◆ EXERCISE ◆
Across the data below, count every line where the string "positions" appears. Answer with the number alone.

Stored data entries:
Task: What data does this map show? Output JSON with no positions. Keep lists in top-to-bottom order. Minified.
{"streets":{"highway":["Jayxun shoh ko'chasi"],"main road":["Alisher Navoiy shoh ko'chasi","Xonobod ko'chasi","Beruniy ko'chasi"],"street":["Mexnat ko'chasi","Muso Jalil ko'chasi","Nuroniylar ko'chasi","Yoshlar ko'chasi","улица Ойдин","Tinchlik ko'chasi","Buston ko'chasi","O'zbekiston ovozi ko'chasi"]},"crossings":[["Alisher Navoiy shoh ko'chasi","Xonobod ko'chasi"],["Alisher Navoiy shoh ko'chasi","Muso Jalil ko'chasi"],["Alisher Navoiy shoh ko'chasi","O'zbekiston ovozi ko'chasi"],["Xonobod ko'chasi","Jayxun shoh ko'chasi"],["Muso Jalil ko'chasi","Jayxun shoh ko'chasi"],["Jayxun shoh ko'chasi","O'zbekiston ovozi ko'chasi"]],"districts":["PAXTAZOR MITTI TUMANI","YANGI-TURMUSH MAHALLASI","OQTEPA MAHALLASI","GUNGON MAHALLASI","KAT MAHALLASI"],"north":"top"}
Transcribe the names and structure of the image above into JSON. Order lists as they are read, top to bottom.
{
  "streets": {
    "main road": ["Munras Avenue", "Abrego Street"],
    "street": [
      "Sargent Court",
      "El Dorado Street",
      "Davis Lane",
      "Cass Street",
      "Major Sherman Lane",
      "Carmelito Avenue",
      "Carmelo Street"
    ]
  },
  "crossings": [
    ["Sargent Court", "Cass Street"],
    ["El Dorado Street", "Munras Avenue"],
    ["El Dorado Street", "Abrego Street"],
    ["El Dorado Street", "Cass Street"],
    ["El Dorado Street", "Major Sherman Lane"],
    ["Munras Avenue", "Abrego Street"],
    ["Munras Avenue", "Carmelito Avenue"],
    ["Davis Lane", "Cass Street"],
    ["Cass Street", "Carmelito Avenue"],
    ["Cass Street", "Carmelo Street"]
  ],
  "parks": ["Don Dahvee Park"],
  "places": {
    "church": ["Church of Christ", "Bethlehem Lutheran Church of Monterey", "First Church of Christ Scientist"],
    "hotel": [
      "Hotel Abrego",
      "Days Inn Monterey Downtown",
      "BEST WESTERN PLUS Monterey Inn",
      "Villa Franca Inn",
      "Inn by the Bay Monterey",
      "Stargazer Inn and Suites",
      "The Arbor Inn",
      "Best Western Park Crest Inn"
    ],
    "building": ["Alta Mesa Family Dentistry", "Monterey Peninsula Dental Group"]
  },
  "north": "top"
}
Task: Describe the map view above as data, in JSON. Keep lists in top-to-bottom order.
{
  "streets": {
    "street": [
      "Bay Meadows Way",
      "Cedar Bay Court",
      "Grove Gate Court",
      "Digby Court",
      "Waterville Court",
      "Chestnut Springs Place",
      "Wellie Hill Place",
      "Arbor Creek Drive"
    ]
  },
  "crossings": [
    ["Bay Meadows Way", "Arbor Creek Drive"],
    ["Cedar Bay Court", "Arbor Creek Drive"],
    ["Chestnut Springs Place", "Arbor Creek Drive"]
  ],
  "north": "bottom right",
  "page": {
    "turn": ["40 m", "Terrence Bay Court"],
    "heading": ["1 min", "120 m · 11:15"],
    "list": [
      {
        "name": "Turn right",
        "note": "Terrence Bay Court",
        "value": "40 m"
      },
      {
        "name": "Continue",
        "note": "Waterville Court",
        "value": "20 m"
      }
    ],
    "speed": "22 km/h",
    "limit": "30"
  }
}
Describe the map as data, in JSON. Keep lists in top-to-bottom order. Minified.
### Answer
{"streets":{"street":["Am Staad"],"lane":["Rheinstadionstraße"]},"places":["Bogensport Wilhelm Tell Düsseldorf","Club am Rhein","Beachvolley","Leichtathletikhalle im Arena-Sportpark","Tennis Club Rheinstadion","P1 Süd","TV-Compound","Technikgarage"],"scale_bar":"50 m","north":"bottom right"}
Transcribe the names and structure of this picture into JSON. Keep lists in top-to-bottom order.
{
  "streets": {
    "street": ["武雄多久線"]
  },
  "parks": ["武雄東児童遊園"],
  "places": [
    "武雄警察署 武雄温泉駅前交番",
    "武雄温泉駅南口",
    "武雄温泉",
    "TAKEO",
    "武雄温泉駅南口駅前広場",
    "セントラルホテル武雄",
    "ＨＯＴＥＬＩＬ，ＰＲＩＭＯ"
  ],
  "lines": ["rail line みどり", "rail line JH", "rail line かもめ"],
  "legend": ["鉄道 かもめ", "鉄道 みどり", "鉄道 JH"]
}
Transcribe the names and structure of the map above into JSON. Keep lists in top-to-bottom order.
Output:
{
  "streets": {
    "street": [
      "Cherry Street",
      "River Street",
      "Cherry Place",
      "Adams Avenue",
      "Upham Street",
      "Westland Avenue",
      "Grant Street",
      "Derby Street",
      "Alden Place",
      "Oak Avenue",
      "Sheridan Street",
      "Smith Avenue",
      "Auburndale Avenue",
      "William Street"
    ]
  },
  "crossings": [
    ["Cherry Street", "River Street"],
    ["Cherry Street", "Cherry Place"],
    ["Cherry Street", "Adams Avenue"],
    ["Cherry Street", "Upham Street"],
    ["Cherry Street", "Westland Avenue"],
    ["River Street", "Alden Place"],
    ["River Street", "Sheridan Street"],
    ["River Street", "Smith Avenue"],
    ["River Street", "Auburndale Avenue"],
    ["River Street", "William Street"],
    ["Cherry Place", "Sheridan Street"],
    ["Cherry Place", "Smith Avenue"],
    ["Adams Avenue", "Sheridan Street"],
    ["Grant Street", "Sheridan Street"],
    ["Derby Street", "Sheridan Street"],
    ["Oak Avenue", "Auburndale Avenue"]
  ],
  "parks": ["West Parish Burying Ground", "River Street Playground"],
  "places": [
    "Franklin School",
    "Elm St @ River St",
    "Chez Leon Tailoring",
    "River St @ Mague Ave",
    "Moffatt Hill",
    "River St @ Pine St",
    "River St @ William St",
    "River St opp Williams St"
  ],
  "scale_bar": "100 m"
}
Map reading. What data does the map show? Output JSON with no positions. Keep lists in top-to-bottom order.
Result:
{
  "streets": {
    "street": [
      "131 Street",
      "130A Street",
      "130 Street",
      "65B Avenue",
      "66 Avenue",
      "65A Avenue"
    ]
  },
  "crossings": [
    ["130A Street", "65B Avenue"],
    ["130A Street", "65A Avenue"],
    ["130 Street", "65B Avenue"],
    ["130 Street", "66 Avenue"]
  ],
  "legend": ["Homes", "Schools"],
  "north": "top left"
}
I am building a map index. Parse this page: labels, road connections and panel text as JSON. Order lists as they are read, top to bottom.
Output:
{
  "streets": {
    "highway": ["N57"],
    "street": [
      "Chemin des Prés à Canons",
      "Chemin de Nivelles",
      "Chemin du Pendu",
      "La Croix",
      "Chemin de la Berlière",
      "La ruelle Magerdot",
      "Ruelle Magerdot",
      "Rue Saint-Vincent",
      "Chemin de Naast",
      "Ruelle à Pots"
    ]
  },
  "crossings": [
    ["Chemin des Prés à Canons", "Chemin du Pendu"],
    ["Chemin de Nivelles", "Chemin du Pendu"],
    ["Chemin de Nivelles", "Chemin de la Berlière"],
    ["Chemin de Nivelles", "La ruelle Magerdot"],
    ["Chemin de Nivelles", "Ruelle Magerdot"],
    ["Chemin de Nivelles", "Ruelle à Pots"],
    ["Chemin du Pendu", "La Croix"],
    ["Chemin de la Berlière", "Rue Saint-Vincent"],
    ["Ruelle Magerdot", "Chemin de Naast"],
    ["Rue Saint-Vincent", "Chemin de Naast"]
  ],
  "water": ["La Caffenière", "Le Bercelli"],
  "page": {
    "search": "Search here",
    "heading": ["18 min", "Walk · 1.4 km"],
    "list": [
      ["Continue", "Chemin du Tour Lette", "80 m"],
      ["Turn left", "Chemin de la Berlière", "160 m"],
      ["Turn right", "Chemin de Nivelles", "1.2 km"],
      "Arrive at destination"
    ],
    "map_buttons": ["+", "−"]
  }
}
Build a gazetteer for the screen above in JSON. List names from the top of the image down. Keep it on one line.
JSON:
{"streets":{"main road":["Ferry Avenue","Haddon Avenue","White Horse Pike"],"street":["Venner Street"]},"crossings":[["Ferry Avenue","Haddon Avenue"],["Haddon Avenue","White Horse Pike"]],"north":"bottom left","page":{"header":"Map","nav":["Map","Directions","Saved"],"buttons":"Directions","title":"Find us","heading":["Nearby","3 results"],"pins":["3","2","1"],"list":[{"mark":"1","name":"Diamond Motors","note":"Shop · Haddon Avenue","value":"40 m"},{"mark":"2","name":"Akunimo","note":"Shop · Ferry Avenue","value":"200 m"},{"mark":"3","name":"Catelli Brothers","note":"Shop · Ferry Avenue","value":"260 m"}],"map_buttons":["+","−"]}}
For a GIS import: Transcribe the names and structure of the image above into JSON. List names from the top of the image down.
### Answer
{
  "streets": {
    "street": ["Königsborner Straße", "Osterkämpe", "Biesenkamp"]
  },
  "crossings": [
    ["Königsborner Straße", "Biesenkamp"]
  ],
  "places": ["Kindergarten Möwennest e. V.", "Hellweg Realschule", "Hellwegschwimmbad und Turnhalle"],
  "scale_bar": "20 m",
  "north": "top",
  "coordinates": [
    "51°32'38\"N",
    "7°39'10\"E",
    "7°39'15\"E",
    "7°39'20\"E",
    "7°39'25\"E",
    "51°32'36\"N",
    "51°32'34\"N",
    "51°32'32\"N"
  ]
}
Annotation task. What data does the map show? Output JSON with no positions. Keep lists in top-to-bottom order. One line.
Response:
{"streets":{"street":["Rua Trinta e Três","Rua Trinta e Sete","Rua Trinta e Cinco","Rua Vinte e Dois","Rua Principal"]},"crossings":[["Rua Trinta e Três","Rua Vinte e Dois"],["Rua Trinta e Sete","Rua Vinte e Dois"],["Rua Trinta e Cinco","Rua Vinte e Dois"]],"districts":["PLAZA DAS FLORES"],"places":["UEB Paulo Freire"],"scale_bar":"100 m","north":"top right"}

◆ RESULT BELOW ◆
3